Why the LSAG update?

The updated guidance, which has received approval from HM Treasury, reflects changes to the underlying Regulation. Of particular note:

  • The discrepancy reporting requirement has been significantly restricted. From April 1, 2023, the obligation to notify inconsistencies to company registries will only be applicable in the following situations:
    • The establishment of a business relationship is with a company, a limited liability partnership, a Scottish partnership, a trust that requires registration with HMRC’s trust registry, or an overseas entity that needs to register due to the ownership of UK real property;
    • The inconsistency is considered “material” and not a mere typing error or minor spelling mistake; and
    • The inconsistency can reasonably be perceived, based on its nature and all relevant circumstances, as linked to money laundering or terrorist financing, or aimed at concealing information about the customer’s business.
  • There is a new ‘anti-proliferation financing’ duty. Proliferation financing refers to the provision of financial services or support that facilitates the proliferation of weapons of mass destruction (WMDs) or their delivery systems.

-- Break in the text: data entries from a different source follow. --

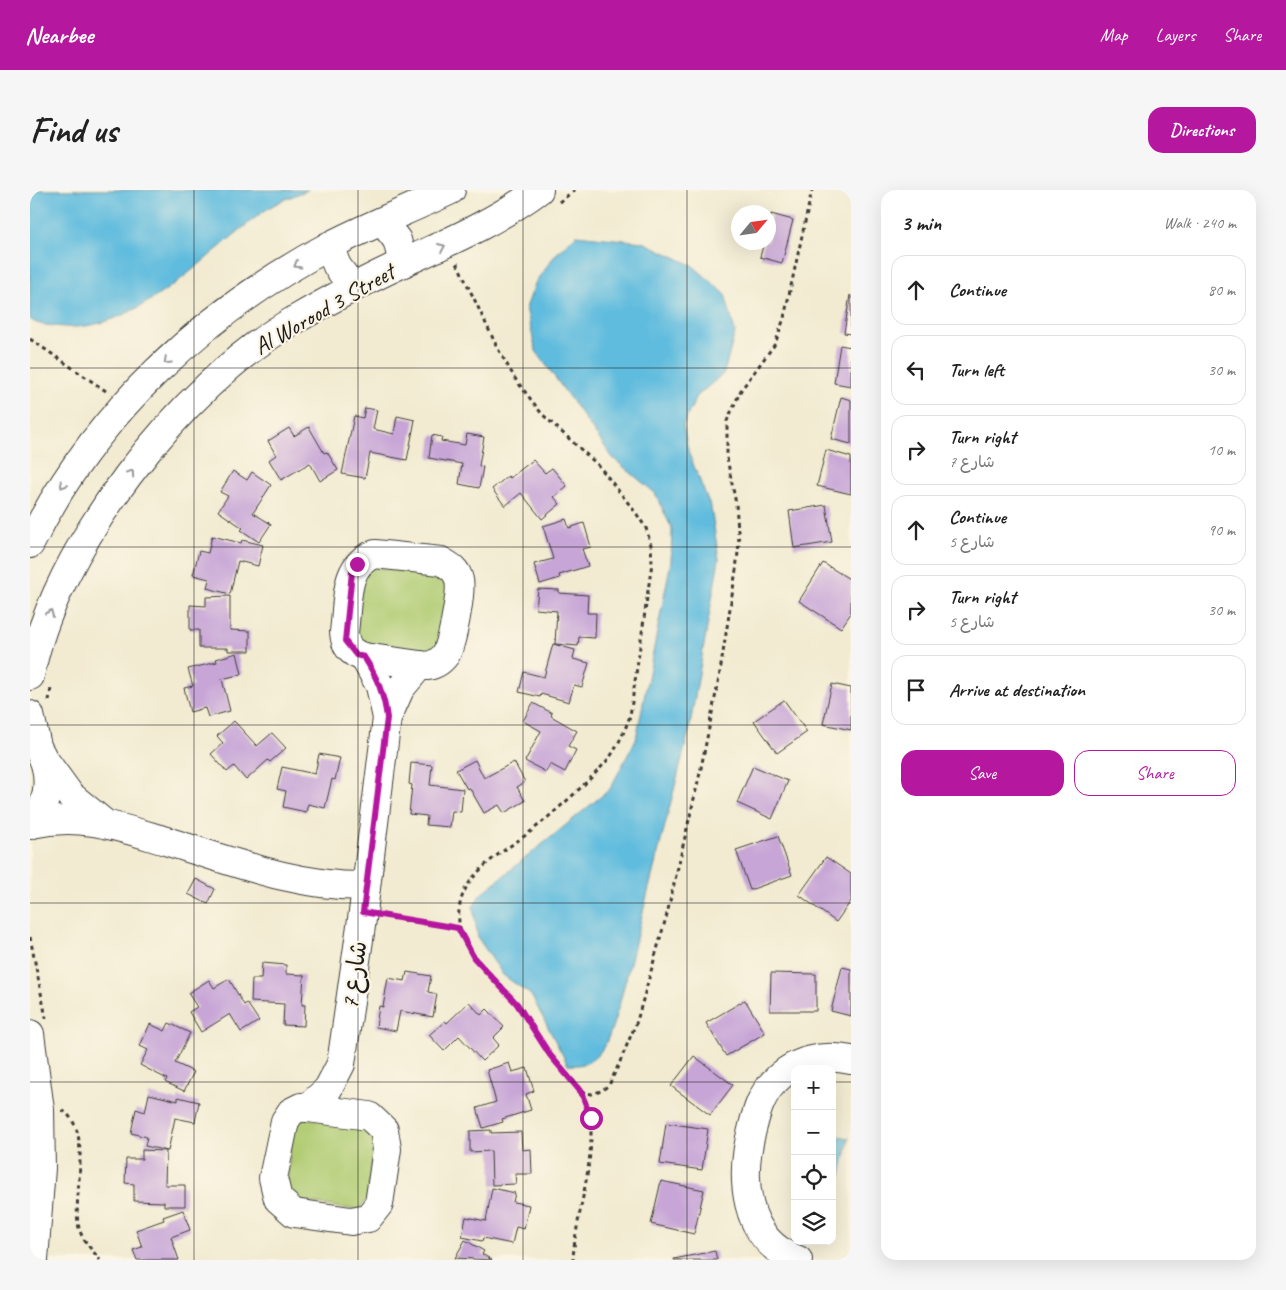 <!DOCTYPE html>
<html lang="en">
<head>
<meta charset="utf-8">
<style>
  :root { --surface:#fff; --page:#f6f6f6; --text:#222; --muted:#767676; --line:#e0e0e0; --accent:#b5179e }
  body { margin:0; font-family:Caveat,"Playpen Sans Arabic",sans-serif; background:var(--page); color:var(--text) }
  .controls { position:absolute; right:15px; bottom:15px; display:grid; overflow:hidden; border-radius:10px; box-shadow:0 5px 20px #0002 }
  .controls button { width:45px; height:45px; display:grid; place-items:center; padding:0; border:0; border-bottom:1px solid var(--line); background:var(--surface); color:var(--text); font:25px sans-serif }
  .compass { position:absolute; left:701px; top:15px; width:45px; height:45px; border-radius:50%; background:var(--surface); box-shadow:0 5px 20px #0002; rotate:61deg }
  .stop { position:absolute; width:15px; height:15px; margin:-11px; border:4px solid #b5179e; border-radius:50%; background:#fff }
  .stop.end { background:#b5179e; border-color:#fff; box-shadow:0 1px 5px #0008 }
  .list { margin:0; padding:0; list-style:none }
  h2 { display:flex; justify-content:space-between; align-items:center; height:65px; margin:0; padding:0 20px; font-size:21px }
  h2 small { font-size:16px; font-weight:400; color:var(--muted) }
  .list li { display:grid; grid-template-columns:32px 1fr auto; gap:15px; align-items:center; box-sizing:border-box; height:70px; margin:0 10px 10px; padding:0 10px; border:1px solid var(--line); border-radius:15px }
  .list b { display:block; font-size:19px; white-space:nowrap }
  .list p { margin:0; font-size:16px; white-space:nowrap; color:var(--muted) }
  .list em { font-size:16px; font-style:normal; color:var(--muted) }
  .actions { display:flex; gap:10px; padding:15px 20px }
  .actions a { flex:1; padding:11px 0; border:1px solid var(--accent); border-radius:15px; text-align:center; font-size:18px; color:var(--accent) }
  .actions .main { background:var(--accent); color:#fff }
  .icon { flex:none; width:28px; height:28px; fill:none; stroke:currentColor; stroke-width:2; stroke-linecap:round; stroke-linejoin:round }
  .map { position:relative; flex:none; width:821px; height:1070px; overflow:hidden; border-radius:15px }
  header { display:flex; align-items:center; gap:30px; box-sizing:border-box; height:70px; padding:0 25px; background:var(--accent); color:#fff }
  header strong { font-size:24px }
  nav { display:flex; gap:28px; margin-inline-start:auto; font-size:18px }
  .intro { display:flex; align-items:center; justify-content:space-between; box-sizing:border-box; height:120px; padding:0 30px }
  h1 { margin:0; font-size:35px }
  .button { padding:12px 22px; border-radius:15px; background:var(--accent); color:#fff; font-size:18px; font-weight:700 }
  main { display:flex; gap:30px; padding:0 30px }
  aside { flex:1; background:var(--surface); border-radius:15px; box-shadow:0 5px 20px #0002 }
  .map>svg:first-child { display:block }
  .green { fill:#b1cc73; stroke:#667448 }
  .water { fill:#60bcde; stroke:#3e6c7d }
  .building { fill:#c7a6d7 }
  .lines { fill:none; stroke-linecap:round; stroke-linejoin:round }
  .minor-casing { stroke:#3c3b37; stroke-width:30 }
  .path { stroke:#3c3b37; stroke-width:3; stroke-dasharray:4 4; stroke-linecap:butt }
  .minor { stroke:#fff; stroke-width:28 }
  .oneway { stroke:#999 }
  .route { stroke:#b5179e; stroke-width:6 }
  .grid { fill:none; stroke:#1c1c1c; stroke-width:1; stroke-opacity:0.55 }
  .labels { text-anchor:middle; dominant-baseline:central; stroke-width:4.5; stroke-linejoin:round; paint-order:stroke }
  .street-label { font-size:24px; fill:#1c1c1c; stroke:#fcf5e5 }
</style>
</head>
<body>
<header>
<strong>Nearbee</strong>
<nav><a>Map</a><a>Layers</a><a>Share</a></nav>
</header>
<div class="intro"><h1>Find us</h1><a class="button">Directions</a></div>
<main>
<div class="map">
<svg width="821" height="1070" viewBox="0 0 821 1070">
  <rect width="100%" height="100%" fill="#fcf5e5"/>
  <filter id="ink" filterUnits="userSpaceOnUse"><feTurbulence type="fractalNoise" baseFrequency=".02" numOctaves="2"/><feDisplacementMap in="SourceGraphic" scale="10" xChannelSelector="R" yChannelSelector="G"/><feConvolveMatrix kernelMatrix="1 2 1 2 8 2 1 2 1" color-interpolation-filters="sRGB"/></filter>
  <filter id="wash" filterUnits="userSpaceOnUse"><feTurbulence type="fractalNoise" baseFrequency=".0096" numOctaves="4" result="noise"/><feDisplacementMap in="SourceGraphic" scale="20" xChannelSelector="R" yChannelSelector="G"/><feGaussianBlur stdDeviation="1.12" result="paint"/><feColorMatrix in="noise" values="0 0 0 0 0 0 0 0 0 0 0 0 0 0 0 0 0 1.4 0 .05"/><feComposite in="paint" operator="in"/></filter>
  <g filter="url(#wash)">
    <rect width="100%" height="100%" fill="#f2ebd1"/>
    <g class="green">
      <path d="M338 377 410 384 416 391 418 400 408 455 398 465 337 457 326 447 334 383Z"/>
      <path d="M274 928 332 936 345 946 337 1009 328 1020 266 1011 256 1001 263 937Z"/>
    </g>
    <g class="water">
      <path d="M0 0H278C266 5 251 10 240 17 179 59 107 148 25 136 17 135 7 135 0 129Z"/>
      <path d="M546 45 613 52 662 75 695 104 705 142 694 183 667 206 653 235 659 264 681 318 689 369 659 541 589 816C580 842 574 879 538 875L501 805 473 785 448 748 443 717 450 705 580 599 606 549 641 371 642 339 625 303 583 268 506 161 496 118 506 91 526 64Z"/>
      <path d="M802 945 819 948 807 1004 802 1003Z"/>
    </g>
    <g id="blocks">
      <g class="building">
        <path d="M741 24 763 30 752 73 730 67 734 52H738Z"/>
        <path d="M820 105 821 106V144L814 143Z"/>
        <path d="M810 155 821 157V196L804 193Z"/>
        <path d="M811 207 821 210V254L801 249Z"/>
        <path d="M335 218 347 220 343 239 364 244 367 226 385 230 377 270 340 263 335 288 312 284 324 226 333 228Z"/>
        <path d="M279 237 294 263 297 262 308 280 290 291 280 273 251 290 239 270 246 265 238 251 259 238 264 246Z"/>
        <path d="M437 244 454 247 449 276 453 277 449 298 429 294 432 274 399 268 402 245 412 247 411 251 435 255Z"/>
        <path d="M796 260 821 267V304L787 296Z"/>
        <path d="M503 270 515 283 522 278 537 296 524 307 530 314 512 329 491 303 475 316 462 299 478 286 480 288Z"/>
        <path d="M203 281 217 290 222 282 241 295 223 323 241 334 229 352 211 340 213 338 188 321 198 306 190 302Z"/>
        <path d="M796 315 802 352 764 358 759 321Z"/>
        <path d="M536 329 539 338 554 333 561 357 552 359 558 376 529 385 530 388 510 394 504 374 523 369 513 336Z"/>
        <path d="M182 346 211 353 212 350 233 355 228 376 208 371 200 404 177 398 179 389 163 385 169 361 178 363Z"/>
        <path d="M793 373 821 390V423L811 438 769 411Z"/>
        <path d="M508 399 529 400V403L558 405 557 423H566L565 448 549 447 548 456 525 454 527 421 506 419Z"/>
        <path d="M200 406V440L220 441V461H198V458H169V440H160V415L176 416V407Z"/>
        <path d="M523 454 545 460 543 469 559 473 552 497 544 495 539 512 511 504 510 507 489 502 494 482 514 487Z"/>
        <path d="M207 463 212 484 192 489 200 521 178 527 175 518 160 522 154 498 163 496 158 479 187 472 186 469Z"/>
        <path d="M802 494 821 498V540L793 534Z"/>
        <path d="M754 510 777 542 747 563 724 531Z"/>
        <path d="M503 513 522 523 521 526 547 541 538 556 546 560 535 582 520 574 516 582 495 571 511 541 493 531Z"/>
        <path d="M204 531 227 556 242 543 256 558 240 572 238 570 216 590 204 576 197 582 181 564 193 553 187 546Z"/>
        <path d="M289 564 310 568 305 590 302 589 295 618 278 614 276 622 253 617 256 601 247 599 252 577 285 584Z"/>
        <path d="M445 570 454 588 484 572 495 592 487 597 495 611 474 623 469 615 454 623 439 597 437 599 426 580Z"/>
        <path d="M381 573 402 575 400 595 433 599 431 622 422 621 420 637 396 635 397 626 379 624 382 595 379 594Z"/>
        <path d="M723 576 758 591 742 629 707 613Z"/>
        <path d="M748 646 762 685 720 700 706 660Z"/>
        <path d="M796 667 821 684V711L806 732 769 705Z"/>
        <path d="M166 689 185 699 178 714 158 704Z"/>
        <path d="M232 773 256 775V784L274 785 272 815H275L274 836 253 835 254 814 221 812 222 789H231Z"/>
        <path d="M812 777 821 779V826L801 821Z"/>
        <path d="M377 782 401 786 398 802 407 804 403 827 370 821 366 841 346 837 349 816 353 817 358 788 375 791Z"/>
        <path d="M741 783 786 784V821H740Z"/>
        <path d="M199 789 214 815 217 813 229 831 211 842 200 824 171 842 159 822 167 817 158 803 179 790 184 798Z"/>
        <path d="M715 810 735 843 696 866 676 833Z"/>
        <path d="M439 812 451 825 457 819 474 837 463 848 469 855 452 871 429 846 414 861 399 845 415 831 417 833Z"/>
        <path d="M139 833 160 843 145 873 164 882 154 901 135 892 137 889 110 875 118 860 110 856 120 834 135 841Z"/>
        <path d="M664 866 703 895 680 925 641 896Z"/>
        <path d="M479 873 482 882 497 878 504 901 496 904 501 920 472 929 473 932 453 938 447 918 466 912 457 880Z"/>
        <path d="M119 904 148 911V907L169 912 165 932 145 928 138 961 115 956 117 947 101 943 106 919 115 922Z"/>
        <path d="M636 933 678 939 672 980 630 974Z"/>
        <path d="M461 940V943L491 942 492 960 501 959 502 984H485L486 994 462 995 461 961 440 962V941Z"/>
        <path d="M112 960 136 961 135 995H155V1016H134V1012L104 1011V994L95 993 96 969H112Z"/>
        <path d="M631 991 674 1000 664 1044 621 1034Z"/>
        <path d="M462 998 485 1003 483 1012 499 1015 494 1039 486 1037 482 1054 453 1048 452 1051 432 1047 436 1027 456 1031Z"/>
        <path d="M153 1020 160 1040 141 1047 149 1070H107L103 1060 112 1057 106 1040 134 1030 133 1027Z"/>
        <path d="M435 1050 454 1061 452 1064 462 1070 425 1068Z"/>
        <path d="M685 1061 687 1070H644V1069Z"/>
      </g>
    </g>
  </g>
  <g filter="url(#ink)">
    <use href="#blocks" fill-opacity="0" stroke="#3c3b37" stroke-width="1"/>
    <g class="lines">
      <g class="minor-casing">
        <g id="minor">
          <path d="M353 32 367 50 373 73"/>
          <path d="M299 56 307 76 323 98"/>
          <path d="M0 354C63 225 174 122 301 55 340 35 381 19 421 0"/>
          <path d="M345 364 411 371C420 376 427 380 429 390 432 402 422 453 416 464 411 471 405 475 397 476L334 467C320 463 315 456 314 442 318 414 313 374 345 364Z"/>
          <path d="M0 486C23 360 152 194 263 131 299 110 336 90 373 73 421 51 467 31 509 0"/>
          <path d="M0 525 7 556"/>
          <path d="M357 528 370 499 390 475"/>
          <path d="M0 549C24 574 23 610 0 635"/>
          <path d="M16 572 40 605 73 632"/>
          <path d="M1 634C52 623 88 637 136 651 201 671 267 697 336 696"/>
          <path d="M0 844 10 920 11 978 4 1070"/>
          <path d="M271 917 339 926 354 940 357 959 349 1014 338 1028 321 1031 264 1023 248 1009 243 988 255 931 261 922Z"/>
          <path d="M277 918 298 899 311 874 333 722 357 528 350 496 334 467"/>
          <path d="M768 1070C712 1050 709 985 723 936 727 920 732 904 744 892 764 870 793 864 821 870"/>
        </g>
      </g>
      <g class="path">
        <path d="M529 12 545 0"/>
        <path d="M427 73 468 159 486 190 512 224 569 276 606 323 616 338 621 355 622 373 600 526C595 540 589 554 580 567 561 590 524 623 500 642 476 660 440 679 431 710 418 756 463 783 487 814 500 830 508 849 520 865 531 880 548 892 555 910 573 953 545 1022 543 1070"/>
        <path d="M0 149 76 201"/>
        <path d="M19 511 21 498"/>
        <path d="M354 726 428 738"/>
        <path d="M0 747 16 828"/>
        <path d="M551 902 562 904 571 901 579 895 589 874 607 831 637 724 670 583 689 488 706 380 709 353 706 314 697 268V231L711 200 745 154 754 128 782 0"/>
        <path d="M32 920C65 941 41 1007 49 1038 52 1050 63 1061 70 1070"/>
      </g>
      <use href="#minor" class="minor"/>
    </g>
    <defs><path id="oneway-chevron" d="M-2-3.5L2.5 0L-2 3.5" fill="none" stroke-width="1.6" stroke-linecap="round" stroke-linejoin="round" transform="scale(1.25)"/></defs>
    <g class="oneway">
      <use href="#oneway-chevron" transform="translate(412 57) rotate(-23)"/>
      <use href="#oneway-chevron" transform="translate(267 75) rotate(150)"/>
      <use href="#oneway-chevron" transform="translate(137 171) rotate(136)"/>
      <use href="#oneway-chevron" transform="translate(101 283) rotate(-55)"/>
      <use href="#oneway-chevron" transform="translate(33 295) rotate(122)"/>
      <use href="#oneway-chevron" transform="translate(20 423) rotate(-67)"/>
    </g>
  </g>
  <g class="lines" filter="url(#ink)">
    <path class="route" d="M327 374 322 382 315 451 326 465 334 467C347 487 354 504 357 528L333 722 428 738 444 768 487 814 520 865 551 902 561 928"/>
  </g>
  <path class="grid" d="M164 0V1070M328 0V1070M493 0V1070M657 0V1070M0 178H821M0 357H821M0 535H821M0 713H821M0 892H765M802 892H821"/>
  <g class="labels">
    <g class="street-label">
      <text transform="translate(294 119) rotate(-30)">Al Worood 3 Street</text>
      <text transform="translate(324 785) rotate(-82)">شارع 7</text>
    </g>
  </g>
</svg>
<div class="controls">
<button>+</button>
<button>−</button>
<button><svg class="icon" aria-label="locate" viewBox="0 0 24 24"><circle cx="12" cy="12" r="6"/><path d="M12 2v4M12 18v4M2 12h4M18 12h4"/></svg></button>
<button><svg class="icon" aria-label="layers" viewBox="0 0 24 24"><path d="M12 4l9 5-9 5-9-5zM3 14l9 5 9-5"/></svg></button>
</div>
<svg class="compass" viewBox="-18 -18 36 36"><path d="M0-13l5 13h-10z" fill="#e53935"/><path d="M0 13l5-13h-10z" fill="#767676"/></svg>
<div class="stop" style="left:561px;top:928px"></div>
<div class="stop end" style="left:327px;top:374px"></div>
</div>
<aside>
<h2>3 min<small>Walk · 240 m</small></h2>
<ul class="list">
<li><svg class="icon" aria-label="ahead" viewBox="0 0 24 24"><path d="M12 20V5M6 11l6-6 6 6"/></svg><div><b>Continue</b></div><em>80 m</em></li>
<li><svg class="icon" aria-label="left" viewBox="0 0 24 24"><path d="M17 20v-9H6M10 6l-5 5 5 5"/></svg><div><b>Turn left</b></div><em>30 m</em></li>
<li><svg class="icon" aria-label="right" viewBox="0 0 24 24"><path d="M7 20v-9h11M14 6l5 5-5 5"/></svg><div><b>Turn right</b><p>شارع 7</p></div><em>10 m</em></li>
<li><svg class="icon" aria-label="ahead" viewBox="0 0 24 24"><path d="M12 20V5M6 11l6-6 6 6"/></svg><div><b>Continue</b><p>شارع 5</p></div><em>90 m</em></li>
<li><svg class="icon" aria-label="right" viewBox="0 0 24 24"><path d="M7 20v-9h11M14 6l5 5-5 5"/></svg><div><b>Turn right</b><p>شارع 5</p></div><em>30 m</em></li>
<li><svg class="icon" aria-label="arrive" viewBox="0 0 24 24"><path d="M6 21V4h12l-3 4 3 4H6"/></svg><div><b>Arrive at destination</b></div></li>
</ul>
<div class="actions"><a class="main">Save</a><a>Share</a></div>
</aside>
</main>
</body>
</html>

This type of financing can be used by individuals or entities involved in terrorism or organised crime.

The updated LSAG guidance highlights that law firms are vulnerable to being used for proliferation financing due to their involvement in financial transactions related to mergers and acquisitions, capital raising, and other business activities. The risks can also arise when providing legal advice and assistance to clients in high-risk jurisdictions or sectors.

To mitigate the risks of proliferation financing, law firms should adopt appropriate policies and procedures to identify and manage the risks. These policies should include conducting enhanced due diligence on clients and transactions that are considered high-risk, as well as training staff on the risks of proliferation financing and the relevant legal and regulatory requirements.